- The Washington Times - Monday, March 20, 2006

Keeps fading trade alive amid rural black exodus

VIENNA, Md. — Pulling his skiff closer to the shoreline of marsh reeds, trapper Nathan “Bobby” Molock steps from the bow with his right foot into the slick, black and pungent mud flat.

The boot slides effortlessly halfway up to the knee into the smooth cold mud with the consistency of cream cheese. Mr. Molock leans forward and tugs on a slender pole made from a sapling, freeing and pulling it from the hard marsh. Dangling at the end is a steel trap, framing a dead muskrat.

For more than a half-century, Mr. Molock has tended his traps, continuing a way of life in the old Eastern Shore tradition. Along the way he has made history: He is among fewer than 20 professional trappers in all of Dorchester County and is the last trapper who is black.

That’s important, he said, because it reflects the social changes in the country in the past 50 years. He remembers when black families spent the warm months farming and the cold months hunting, trapping and fishing. Yet, as the generations have come and gone, more and more families abandoned their modest farms and moved to urban areas.

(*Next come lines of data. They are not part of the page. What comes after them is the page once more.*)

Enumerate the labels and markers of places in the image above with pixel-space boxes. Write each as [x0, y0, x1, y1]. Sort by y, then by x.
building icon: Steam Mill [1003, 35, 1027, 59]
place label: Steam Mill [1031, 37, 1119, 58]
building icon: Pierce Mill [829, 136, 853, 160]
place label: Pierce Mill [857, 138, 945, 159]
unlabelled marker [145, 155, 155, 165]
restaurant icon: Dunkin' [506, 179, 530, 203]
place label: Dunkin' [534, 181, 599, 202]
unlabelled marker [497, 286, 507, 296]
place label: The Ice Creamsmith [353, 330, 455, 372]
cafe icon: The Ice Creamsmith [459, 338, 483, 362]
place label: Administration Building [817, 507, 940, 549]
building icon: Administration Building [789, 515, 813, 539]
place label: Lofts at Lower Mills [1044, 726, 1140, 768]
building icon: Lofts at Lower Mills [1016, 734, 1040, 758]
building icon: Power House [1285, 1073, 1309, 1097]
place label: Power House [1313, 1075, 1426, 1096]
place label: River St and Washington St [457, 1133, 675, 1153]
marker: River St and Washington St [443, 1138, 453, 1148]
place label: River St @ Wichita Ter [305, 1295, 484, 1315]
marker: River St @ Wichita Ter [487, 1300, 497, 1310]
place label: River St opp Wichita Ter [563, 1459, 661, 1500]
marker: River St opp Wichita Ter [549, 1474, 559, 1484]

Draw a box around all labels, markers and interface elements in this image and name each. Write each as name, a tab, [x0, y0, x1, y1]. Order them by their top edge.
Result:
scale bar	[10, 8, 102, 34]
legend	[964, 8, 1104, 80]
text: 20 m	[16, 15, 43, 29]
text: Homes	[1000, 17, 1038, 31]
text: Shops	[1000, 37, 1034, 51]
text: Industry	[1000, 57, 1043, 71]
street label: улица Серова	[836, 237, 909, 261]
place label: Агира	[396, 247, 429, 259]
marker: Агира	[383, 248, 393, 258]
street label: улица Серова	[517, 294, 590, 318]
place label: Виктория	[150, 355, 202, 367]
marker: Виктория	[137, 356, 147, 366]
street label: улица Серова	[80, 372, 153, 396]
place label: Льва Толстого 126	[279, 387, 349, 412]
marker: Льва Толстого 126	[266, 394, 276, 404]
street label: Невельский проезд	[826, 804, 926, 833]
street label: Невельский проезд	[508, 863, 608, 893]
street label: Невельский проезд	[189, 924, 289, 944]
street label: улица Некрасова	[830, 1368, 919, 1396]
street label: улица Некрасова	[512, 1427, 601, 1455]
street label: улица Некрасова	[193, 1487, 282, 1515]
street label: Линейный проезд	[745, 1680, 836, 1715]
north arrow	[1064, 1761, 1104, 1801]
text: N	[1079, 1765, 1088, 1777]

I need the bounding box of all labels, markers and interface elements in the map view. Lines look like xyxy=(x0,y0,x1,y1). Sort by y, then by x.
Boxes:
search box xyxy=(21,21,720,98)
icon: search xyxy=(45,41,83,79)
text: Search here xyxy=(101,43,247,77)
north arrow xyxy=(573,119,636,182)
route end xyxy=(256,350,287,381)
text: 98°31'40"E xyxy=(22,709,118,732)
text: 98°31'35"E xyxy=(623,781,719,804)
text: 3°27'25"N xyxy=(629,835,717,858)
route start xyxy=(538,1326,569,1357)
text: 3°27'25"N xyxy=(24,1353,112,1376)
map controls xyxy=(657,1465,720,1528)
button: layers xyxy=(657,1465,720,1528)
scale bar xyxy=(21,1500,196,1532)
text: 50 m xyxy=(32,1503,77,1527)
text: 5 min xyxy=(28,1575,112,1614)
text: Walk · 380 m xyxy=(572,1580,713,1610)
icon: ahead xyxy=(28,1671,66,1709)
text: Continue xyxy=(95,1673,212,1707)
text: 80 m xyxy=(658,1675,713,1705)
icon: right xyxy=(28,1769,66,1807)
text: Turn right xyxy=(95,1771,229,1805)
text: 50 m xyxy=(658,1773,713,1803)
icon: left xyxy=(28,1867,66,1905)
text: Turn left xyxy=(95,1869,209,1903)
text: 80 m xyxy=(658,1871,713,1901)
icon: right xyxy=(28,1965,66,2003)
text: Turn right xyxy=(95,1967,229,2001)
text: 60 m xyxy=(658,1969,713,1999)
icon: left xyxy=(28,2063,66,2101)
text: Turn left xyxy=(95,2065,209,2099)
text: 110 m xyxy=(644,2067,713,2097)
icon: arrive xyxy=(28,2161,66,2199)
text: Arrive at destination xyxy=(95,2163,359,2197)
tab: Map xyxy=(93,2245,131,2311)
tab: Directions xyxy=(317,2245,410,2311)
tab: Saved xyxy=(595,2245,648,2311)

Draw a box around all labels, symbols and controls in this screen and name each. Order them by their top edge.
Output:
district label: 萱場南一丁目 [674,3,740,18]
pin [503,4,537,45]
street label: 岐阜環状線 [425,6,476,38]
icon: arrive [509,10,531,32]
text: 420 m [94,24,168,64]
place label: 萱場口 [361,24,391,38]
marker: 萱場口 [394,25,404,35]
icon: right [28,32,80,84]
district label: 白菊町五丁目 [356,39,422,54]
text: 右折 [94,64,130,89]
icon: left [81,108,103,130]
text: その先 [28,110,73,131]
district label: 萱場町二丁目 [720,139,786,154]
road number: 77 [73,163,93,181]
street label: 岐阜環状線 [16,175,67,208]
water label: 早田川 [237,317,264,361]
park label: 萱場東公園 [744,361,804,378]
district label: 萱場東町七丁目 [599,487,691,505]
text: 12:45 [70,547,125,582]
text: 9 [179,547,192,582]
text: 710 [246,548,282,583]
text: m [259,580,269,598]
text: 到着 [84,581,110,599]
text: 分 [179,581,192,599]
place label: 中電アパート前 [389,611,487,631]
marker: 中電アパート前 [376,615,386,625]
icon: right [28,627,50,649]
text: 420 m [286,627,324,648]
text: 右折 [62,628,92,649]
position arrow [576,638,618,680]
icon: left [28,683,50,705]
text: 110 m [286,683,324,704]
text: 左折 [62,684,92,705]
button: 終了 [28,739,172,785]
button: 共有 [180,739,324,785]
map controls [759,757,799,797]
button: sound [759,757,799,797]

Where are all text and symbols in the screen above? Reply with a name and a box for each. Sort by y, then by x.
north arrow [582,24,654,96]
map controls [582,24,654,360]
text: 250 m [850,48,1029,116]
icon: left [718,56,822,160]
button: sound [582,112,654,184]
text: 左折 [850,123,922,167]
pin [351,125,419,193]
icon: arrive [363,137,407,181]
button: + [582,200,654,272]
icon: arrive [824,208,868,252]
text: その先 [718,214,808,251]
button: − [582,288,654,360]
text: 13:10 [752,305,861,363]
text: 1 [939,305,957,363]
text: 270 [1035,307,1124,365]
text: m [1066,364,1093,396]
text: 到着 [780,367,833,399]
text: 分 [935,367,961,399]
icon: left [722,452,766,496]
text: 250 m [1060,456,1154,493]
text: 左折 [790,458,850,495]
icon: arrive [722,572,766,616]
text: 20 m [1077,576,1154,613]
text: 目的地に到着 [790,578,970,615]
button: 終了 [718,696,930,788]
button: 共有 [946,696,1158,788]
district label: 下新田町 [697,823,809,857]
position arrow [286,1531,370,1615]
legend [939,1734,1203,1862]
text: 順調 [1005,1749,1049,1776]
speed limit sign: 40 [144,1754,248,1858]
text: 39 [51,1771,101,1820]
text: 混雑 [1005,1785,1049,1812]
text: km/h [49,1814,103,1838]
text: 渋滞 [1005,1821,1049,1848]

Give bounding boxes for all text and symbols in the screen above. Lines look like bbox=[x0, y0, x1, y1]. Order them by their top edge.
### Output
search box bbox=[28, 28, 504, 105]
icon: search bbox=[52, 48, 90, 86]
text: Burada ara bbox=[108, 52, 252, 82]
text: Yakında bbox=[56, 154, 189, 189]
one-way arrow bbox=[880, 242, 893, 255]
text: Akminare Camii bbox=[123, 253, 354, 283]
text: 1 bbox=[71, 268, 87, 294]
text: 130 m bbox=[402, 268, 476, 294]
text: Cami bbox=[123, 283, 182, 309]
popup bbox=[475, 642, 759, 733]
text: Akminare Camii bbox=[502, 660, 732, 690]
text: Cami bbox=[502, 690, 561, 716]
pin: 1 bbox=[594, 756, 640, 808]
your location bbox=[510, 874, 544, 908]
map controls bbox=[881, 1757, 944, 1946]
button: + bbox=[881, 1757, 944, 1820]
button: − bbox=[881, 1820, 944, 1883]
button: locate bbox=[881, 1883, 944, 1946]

“The young ones didn’t want to learn to do this, so when the old trappers died, that was the end of it for some families,” he said.

Soon to be 62, and now thought to be the oldest of the trappers, Mr. Molock began working the marsh when he was 7.

He now lives on Weston Farms, just across Wapremander Creek from the home where he grew up along the Nanticoke River. His father, Olis, taught him the ways of the muskrat, finding the choice runs, the techniques of trapping and skinning.

Mr. Molock has 160 traps set along 300 acres of marsh, and the daily catch is a modest 10 to 18 muskrats.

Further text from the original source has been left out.